Die einzigen Gebäude, die nach dem
verheerenden Erdbeben von 1953 aufrecht stehen blieben, waren die Kirche von
Agios Dionysios (die 1948 errichtet wurde), die Nationalbank, die Schule von
Ammos und ganz wenige andere Gebäude. Aufgrund der schlechten wirtschaftlichen
Lage Griechenlands in dieser Zeit, richtete sich der Wiederaufbau der Insel
nicht nach dem vor dem Erdbeben herrschenden Baustil der Inselarchitektur;
daraufhin ginge die Mehrheit der architektonischen Schmuckstücken der Insel
verloren. Die Bilder von Zakynthos vor dem Erdbeben stellten wunderschöne
Gebäude, Herrenhäuser, Kirchen aber auch einfache Häuser und Gassen mit der
charakteristichen Farbe der eigenartigen zakynthischen Architektur dar, die
leider 1953 völlig zerstört wurden.
Jedoch kann man auch heute viele schöne
Gebäude auf der Insel sehen, die Mehrheit von denen Kirchen sind. Tatsächlich
ist ein Vielzahl von Kirchen sowohl in der Hauptstadt als auch in den Dörfern
von Zakynthos zu finden. Die Venezianer haben zum großen Teil die Architektur
der zakynthischen Kirchen beeinflüsst, ohne aber es zu schaffen, die Zakynthier
zum Katholizismus zu konvertieren.
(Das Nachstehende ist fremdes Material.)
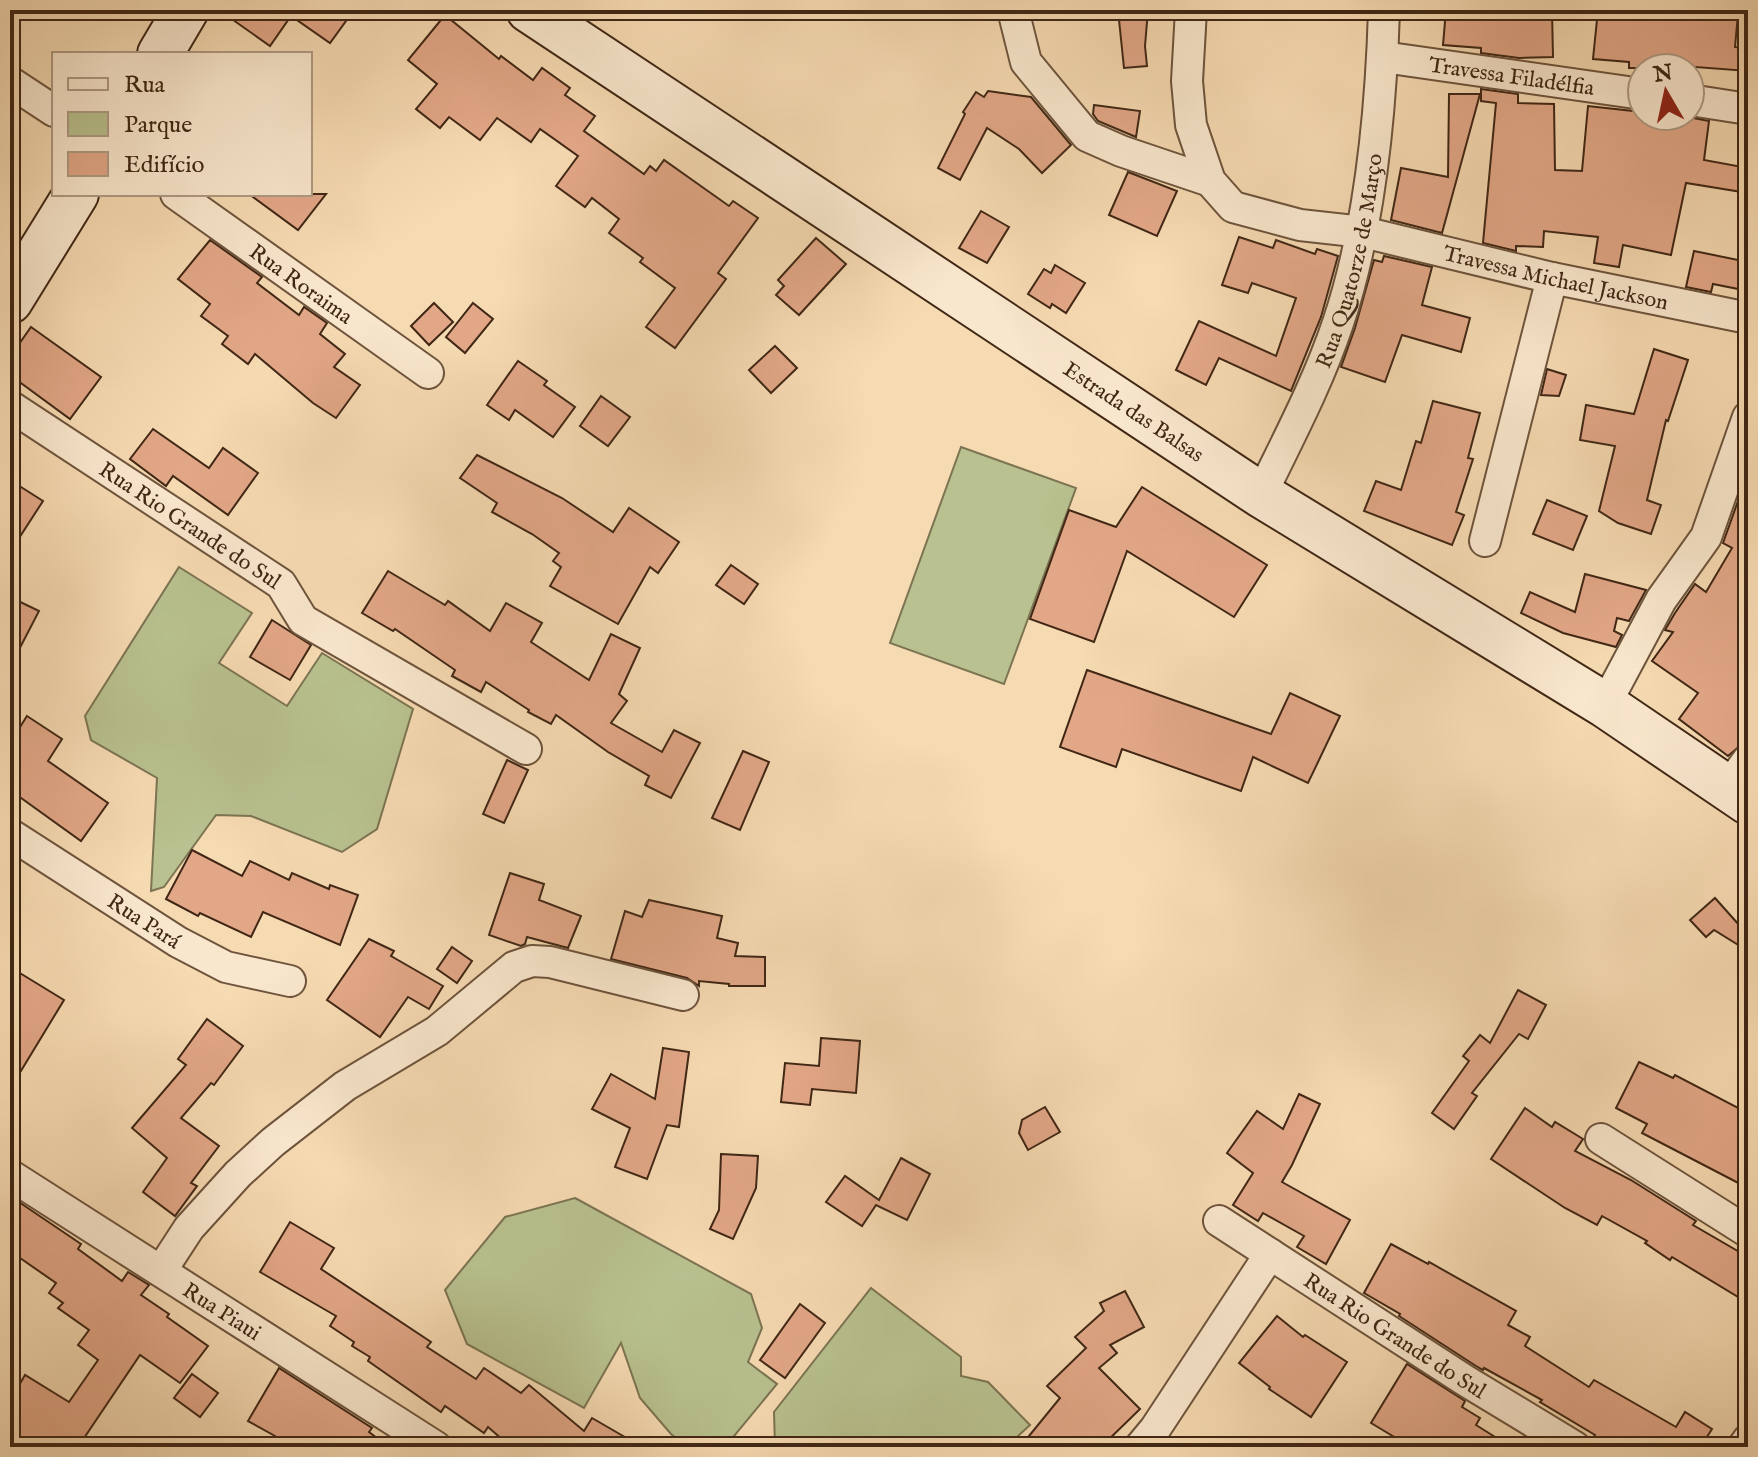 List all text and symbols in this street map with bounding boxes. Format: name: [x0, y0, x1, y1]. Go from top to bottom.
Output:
legend: [52, 52, 312, 196]
street label: Travessa Filadélfia: [1427, 52, 1596, 103]
north arrow: [1626, 52, 1706, 132]
text: N: [1651, 59, 1675, 90]
text: Rua: [124, 70, 166, 101]
text: Parque: [124, 110, 192, 141]
text: Edifício: [124, 150, 204, 181]
street label: Rua Quatorze de Março: [1311, 152, 1390, 373]
street label: Rua Roraima: [243, 238, 358, 331]
street label: Travessa Michael Jackson: [1440, 240, 1671, 317]
street label: Estrada das Balsas: [1057, 356, 1209, 469]
street label: Rua Rio Grande do Sul: [93, 456, 286, 596]
street label: Rua Pará: [101, 888, 186, 956]
street label: Rua Rio Grande do Sul: [1298, 1267, 1491, 1406]
street label: Rua Piaui: [177, 1277, 266, 1348] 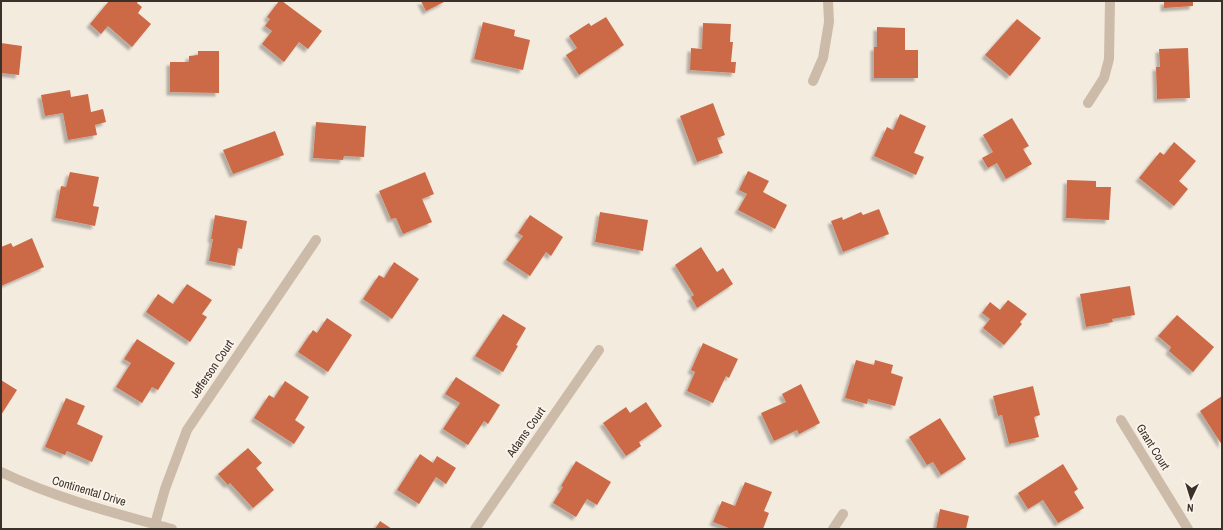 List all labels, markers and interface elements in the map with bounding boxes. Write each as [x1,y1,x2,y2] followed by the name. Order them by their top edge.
[187,336,238,401] street label: Jefferson Court
[502,404,549,461] street label: Adams Court
[1133,421,1174,473] street label: Grant Court
[50,472,128,510] street label: Continental Drive
[1171,478,1211,518] north arrow
[1187,501,1194,515] text: N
Im Gegensatz waren die Einheimischen sehr
fromm und hegten tiefen Respekt für die Orthodoxie, die sie niemals verleugnet
haben.
In der
Hauptstadt von Zakynthos lohnt es sich die größte Kirche der Insel bzw. diese
von Agios Dionysios zu besuchen, wo außerordentliche Fresken (alle sind Werke
von Doxaras) und der silberne Sarg von Agios Dionysios (die vom Silberschmied
Bafas geschaffen wurde) zu finden sind. In der venezianischen Stils Kirche des
Agios Nikolaos des Molos auf dem Solomos Platz gibt es die Priestergewände von
Agios Dionysios, der für einen gewissen Zeitraum in dieser Kirche, die zuvor zu
der Seeberufsgenossenschaft gehörte, Gottesdienste durchführte. Auf dem Agios
Markos Platz befindet sich die gleichnamige Kirche, die eigentlich die einzige
katholische Kirche der Insel ist. Außerdem lohnt es sich, die Kirche der
Faneromeni, der Kyria ton Aggelon und des Agios Nikolaos ton Xenon (die
Kathedrale von Zakynthos) zu besuchen.
Auf der ganzen Insel ist ein Vielzahl von
weiteren großen bzw. kleinen Kirchen und Klostern zu finden, wie zum Beispiel
Agia Mavra in Mahairado mit den wunderschönen Fresken und dem Glokkenturm,
Agios Nikolaos in Kiliomeno (wo der Glokkenturm von der Kirche durch einen Weg
getrennt wird), Panagia Keriotissa im Dorf Keri, die einen ziemlich großen
Glokkenturm hat und Agios Georgios Krimnon in Anafonitria.